Demek ki sessizliğin ayrı bir büyüsü, ayrı bir işlevi var ve bizlerin de buna ihtiyacı var. Ben mesela sesli bir ortamda rahatlıkla kitap okuyamam. Dikkati çok çabuk dağılan biriyim ve en ufak bir seste bile “O ses nereden geliyor?” diye düşünüp sese kulak verir, ne anlattığını anlamaya çalışırım. Sırf bir müzik olmasına da gerek yok, yan masamda oturup konuşan birileri varsa yine dikkatim bir süre sonra onlara kayar. Kitap okumak (veya sessiz bir ortamda yapılacak herhangi bir aktivite) için hakikaten pür sessizliğe ihtiyacım var.

Kimin sessizliğe ne sebeple ne kadar ihtiyacı olursa olsun, bence herkesin sessizliğe bir şekilde ihtiyacı var; kiminin daha az, kiminin daha fazla. Ama mutlak bir ihtiyaç var sessizlikle ilgili. En azından düşüncelerimizi, fikirlerimizi belli bir sıraya koyup onlar üzerinden ilerleyebilmek için.

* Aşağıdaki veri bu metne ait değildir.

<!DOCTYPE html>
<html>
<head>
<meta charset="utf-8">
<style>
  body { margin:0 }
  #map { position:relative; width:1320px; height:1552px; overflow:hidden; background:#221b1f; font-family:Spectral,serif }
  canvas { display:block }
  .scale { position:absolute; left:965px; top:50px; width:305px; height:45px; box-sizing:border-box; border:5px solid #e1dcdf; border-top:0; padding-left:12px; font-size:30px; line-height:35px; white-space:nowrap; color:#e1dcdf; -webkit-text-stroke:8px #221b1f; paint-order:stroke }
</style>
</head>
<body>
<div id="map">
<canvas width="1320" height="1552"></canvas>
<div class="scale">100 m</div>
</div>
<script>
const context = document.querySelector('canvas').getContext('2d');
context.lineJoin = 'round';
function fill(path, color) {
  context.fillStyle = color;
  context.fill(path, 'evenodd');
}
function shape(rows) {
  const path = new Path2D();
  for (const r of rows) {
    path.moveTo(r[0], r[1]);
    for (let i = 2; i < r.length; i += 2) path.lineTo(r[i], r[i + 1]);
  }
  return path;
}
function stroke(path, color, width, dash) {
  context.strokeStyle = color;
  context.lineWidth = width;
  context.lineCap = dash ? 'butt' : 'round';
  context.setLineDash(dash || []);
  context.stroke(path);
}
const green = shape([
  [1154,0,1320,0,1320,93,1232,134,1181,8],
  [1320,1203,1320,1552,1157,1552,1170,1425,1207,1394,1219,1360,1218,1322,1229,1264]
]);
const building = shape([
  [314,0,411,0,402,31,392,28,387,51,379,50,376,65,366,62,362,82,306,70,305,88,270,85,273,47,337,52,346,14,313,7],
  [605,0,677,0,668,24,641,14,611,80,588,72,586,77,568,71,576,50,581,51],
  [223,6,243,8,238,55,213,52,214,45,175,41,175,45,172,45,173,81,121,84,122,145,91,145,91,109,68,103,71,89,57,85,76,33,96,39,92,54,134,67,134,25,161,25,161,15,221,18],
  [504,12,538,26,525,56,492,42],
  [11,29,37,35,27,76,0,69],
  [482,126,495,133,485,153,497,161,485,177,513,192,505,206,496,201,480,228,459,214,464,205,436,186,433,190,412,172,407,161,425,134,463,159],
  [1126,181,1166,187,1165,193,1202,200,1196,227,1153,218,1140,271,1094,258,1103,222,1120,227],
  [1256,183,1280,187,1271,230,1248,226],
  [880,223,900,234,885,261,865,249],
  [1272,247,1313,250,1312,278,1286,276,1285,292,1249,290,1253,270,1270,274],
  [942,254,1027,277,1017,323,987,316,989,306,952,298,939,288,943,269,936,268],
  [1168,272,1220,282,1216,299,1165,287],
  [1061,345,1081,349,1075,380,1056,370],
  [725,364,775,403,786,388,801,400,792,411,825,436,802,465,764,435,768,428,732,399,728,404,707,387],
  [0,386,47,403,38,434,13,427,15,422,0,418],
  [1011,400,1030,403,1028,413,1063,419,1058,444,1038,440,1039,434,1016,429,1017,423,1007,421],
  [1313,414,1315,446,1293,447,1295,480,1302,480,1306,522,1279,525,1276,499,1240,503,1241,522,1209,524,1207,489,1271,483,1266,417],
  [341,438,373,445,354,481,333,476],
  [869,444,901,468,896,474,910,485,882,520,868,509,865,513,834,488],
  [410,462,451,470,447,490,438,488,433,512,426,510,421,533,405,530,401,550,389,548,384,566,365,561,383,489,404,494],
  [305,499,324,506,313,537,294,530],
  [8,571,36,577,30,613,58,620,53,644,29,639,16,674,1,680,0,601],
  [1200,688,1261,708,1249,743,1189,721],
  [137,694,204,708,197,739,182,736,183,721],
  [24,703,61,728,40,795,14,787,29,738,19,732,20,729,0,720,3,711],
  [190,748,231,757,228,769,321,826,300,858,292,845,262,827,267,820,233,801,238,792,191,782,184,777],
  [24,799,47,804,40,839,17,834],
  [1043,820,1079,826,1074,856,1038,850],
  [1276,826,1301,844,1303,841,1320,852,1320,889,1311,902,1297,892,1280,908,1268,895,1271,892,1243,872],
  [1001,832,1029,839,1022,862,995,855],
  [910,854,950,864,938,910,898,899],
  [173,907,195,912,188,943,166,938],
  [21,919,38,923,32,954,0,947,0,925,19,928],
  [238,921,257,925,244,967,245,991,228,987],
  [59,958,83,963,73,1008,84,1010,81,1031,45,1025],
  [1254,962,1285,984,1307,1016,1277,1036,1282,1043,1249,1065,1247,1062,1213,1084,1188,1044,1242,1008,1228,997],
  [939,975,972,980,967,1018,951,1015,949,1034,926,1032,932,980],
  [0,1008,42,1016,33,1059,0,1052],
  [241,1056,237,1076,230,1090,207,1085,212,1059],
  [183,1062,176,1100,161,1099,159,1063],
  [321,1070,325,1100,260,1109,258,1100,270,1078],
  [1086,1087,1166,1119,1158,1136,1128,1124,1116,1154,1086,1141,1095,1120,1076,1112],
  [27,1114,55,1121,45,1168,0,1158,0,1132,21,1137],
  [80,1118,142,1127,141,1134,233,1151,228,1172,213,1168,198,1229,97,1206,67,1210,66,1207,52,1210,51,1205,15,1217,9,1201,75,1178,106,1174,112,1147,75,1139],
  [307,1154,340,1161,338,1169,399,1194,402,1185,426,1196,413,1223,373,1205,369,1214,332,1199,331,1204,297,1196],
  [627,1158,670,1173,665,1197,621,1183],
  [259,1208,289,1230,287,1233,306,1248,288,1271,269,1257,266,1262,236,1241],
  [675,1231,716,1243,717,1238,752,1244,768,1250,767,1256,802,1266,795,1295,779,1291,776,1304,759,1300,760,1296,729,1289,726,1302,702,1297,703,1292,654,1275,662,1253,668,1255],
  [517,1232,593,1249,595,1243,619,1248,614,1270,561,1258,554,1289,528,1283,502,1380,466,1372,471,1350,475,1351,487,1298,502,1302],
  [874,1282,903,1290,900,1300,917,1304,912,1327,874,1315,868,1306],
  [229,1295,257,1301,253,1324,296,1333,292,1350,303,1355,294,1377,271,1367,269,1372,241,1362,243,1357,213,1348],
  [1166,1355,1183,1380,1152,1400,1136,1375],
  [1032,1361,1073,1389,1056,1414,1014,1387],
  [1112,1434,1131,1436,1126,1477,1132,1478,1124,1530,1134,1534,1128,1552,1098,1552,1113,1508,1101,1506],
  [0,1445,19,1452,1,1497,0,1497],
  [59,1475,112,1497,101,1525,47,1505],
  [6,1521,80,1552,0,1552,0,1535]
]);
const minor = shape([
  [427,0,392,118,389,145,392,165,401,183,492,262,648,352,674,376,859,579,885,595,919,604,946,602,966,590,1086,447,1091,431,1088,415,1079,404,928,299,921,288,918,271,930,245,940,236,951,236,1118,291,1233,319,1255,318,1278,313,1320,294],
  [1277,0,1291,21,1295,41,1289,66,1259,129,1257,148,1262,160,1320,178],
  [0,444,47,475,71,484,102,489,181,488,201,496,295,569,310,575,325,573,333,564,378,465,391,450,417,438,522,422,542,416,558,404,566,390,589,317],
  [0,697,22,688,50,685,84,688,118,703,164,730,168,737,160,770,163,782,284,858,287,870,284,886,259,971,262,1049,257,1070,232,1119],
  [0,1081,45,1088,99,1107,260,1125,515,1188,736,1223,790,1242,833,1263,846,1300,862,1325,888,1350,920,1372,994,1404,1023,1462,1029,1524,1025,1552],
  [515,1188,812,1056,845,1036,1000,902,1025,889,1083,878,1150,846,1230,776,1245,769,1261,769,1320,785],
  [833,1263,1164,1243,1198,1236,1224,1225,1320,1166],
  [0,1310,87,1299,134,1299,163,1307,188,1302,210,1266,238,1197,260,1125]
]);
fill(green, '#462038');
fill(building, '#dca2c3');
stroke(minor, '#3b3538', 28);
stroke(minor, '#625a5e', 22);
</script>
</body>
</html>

Görsel olarak da sessizlik ve sesle ilgili yapılan ayrımlarda renkler kendini belli ediyor. Bu yazıyı yazarken bir yandan da Google görsellerde sessizlik ve silence kelimelerini aratıp aklımdakine uygun bir görsel yakalamaya çalışırken fark ettiğim şeyler oldu. Mesela sesli, gürültülü bir ortamda kişinin zihninde belki bir sürü fikir, düşünce akıp gidebiliyor ve bunların hepsi farklı tonlarda renkler anlamına geliyor. Ama sessizlik söz konusu oldu mu renkler siyah ve beyaz, hatta gri. Google’a girip sessizlikle ilgili bir arama yaptığınızda, karşınıza çıkan renk skalasının büyük ölçüde siyahtan, beyazdan ve griden oluştuğunu görebilirsiniz. Fakat zevkler ve renkler birbirinden her daim ayrılır, o yüzden aynı görsel aramasında siyah, beyaz ve gri dışında; mavi, turuncu, sarı gibi renkleri de görebilirsiniz. Mavi (belki) gökyüzünü çağrıştırdığı için olabilir; turuncu ve sarı da sıcak renkler olduklarından ötürü, sıcak, sessiz, sakin bir ortam arayışında olanların aklından geçen renk olabilir. Yine aynı şekilde yeşil de aramalarda karşınıza çıkabilecek bir renk. O da muhtemelen çimeni, bahçeyi, ferahlığı çağrıştırdığı içindir - ki ferahlık vesilesiyle maviyle aynı işlevi gördüğünü de söyleyebiliriz. Burada bahsettiğim şey, sessizlik dendiğinde zihnin hemen ya çok soğuk, ya da çok sıcak ve sakin renkleri tercih etmesi. Mor, pembe, eflatun gibi, veya yukarıda saydığım renklerin farklı tonları pek tercih edilmiyor; mümkün oldukça zihni sakin tutan, yormayan renkler seçiliyor.

Bu sonuçların yanı sıra, bir de görsellerin kendisiyle ilgili bir çıkarımım olacak ki, o da görüntü/imge olarak sessizlik deyince kişinin aklına boş, sessiz bir arazide bir adet sandalye görüntüsünün gelmesi. İllâ sandalye olmasına gerek yok, ama boş, sessiz, ıssız bir yer olması, sessizlik için bir norm olarak görülüyor galiba. Emin olmak için aynı yöntemi Google’da deneyebilirsiniz. Demek ki genel olarak insanların sessizlikten anladığı, boş, ıssız, tenha bir yere gidip bir bank/sandalye/artık her ne ise ona oturup durmak.


Not: Yazıya seçtiğim görselin aramalarda karşıma çıkan ilk resimlerden biri olduğunu itiraf edebilirim. Ancak zihnimdeki görüntüye hemen hemen uyan resim bu idi.